Company Description
STEMtech has a client in the Atlanta area looking for a Data Engineer who will aid in the optimization of operations by manipulating and aggregating the disparate operational and back office data sources into a format that is easily digestible by both data scientists and statistically adept colleagues. His/her core responsibility will be to combine large volumes of disparate complex data, conduct quality checks on the data, manipulate the data and ensure continuous access to a clean format of the operational data for data scientists and other stakeholders. In addition, he/she will also assist in developing the data pipeline to ensure ongoing data collection, consolidation, and management
Job Description
• Create data ingestion pipeline and processes based on jointly defined requirements
• Profile and analyze data to identify gaps and potential data quality issues; works with business SME's to resolve these issues
• Identifies relationships between disparate data sources
• Uses Python, "R", Informatica, and other Big Data tools and technologies to code the data Engineering routines
• Designs and develops the Data Engineering routines for feature extraction, feature generation and feature engineering
• Works with the group of data scientists and business SMEs to get the requirements and present the details in data
• Designs and jointly develops the data architecture with data architect and ensures security and maintenance
• Explores suitable options, designs, and creates data pipeline (data lake / data warehouses) for specific analytical solutions
• Identifies gaps and implements solutions for data security, quality and automation of processes
• Builds data tools and products for effort automation and easy data accessibility
• Supports maintenance, bug fixing and performance analysis along data pipeline
• Diagnoses existing architecture and data maturity and identifies gaps
• Gather requirements, assess gaps and build roadmaps and architectures to help the analytics driven organization achieve its goals
Qualifications
• 8-10 years of experience in data engineering and Data Lake using any Hadoop ecosystem
• Bachelor's Degree in Computer Science, Engineering, and/or background in Mathematic and Statistics; Master's or other advanced degree a plus
• Previous leadership experience
• Experience on Big Data platforms (e.g.
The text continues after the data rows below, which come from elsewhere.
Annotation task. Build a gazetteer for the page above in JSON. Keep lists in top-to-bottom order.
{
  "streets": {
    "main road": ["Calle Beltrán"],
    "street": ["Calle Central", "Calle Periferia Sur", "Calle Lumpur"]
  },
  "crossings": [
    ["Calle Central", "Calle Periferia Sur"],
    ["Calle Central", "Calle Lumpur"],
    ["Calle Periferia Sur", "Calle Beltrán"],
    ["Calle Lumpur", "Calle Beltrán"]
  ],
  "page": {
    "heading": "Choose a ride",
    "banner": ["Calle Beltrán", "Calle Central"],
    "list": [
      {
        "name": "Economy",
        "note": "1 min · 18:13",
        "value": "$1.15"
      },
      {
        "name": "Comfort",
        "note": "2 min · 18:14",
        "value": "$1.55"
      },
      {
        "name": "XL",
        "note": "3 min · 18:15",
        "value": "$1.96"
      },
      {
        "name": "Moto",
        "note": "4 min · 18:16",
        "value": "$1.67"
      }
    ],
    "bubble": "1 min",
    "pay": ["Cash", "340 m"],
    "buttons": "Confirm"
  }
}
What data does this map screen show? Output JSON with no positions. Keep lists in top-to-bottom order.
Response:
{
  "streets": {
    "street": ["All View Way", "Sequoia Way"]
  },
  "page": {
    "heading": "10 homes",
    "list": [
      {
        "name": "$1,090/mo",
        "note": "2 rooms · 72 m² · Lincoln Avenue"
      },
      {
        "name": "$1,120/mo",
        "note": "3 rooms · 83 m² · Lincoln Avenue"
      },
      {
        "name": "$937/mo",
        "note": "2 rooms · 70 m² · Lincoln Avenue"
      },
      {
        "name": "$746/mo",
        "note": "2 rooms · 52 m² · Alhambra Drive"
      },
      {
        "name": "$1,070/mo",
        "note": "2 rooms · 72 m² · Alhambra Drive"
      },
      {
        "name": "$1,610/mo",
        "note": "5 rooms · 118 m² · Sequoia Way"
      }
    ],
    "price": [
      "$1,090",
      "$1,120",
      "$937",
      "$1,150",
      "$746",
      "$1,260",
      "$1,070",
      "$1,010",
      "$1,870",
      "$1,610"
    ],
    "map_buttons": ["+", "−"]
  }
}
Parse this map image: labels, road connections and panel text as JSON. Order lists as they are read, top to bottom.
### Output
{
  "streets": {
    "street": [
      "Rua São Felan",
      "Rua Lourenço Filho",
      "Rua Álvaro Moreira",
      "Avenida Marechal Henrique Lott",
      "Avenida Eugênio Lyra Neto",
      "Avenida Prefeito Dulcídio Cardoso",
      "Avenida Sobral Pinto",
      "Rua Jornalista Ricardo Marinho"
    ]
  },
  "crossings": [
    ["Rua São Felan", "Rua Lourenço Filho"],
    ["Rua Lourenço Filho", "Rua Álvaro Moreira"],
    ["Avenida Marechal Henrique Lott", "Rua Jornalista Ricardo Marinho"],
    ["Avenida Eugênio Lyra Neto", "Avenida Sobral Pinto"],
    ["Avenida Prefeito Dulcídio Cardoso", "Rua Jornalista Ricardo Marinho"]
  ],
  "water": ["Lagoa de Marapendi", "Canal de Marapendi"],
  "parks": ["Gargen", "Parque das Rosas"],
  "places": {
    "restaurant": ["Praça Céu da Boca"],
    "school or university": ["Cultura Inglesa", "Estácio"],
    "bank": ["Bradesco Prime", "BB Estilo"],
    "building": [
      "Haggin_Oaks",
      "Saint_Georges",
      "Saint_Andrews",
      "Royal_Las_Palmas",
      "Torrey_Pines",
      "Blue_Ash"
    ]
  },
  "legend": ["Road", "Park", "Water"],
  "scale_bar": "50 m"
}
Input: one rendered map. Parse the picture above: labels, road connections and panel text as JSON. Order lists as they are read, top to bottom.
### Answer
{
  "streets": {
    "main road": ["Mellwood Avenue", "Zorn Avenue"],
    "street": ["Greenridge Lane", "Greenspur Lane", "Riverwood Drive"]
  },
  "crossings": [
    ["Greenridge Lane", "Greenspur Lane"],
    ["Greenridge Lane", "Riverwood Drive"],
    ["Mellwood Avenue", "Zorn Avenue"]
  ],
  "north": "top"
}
Hadoop, Map/Reduce, Spark, HBase, HDInsight, Data Bricks, Hive) and with programming languages like UNIX shell scripting, Python etc.
• Has used SQL, PL/SQL or T-SQL with RDBMSs like Teradata, MS SQL Server, Oracle etc in production environments
• Experience with reporting and BI packages e.g. PowerBI, Tableau, SAP BO etc.
• Strong critical thinking and problem solving skills
• Success at working on cross-functional teams to meet a common goal
• Self-starter with a high sense of urgency
Additional Information
All your information will be kept confidential according to EEO guidelines.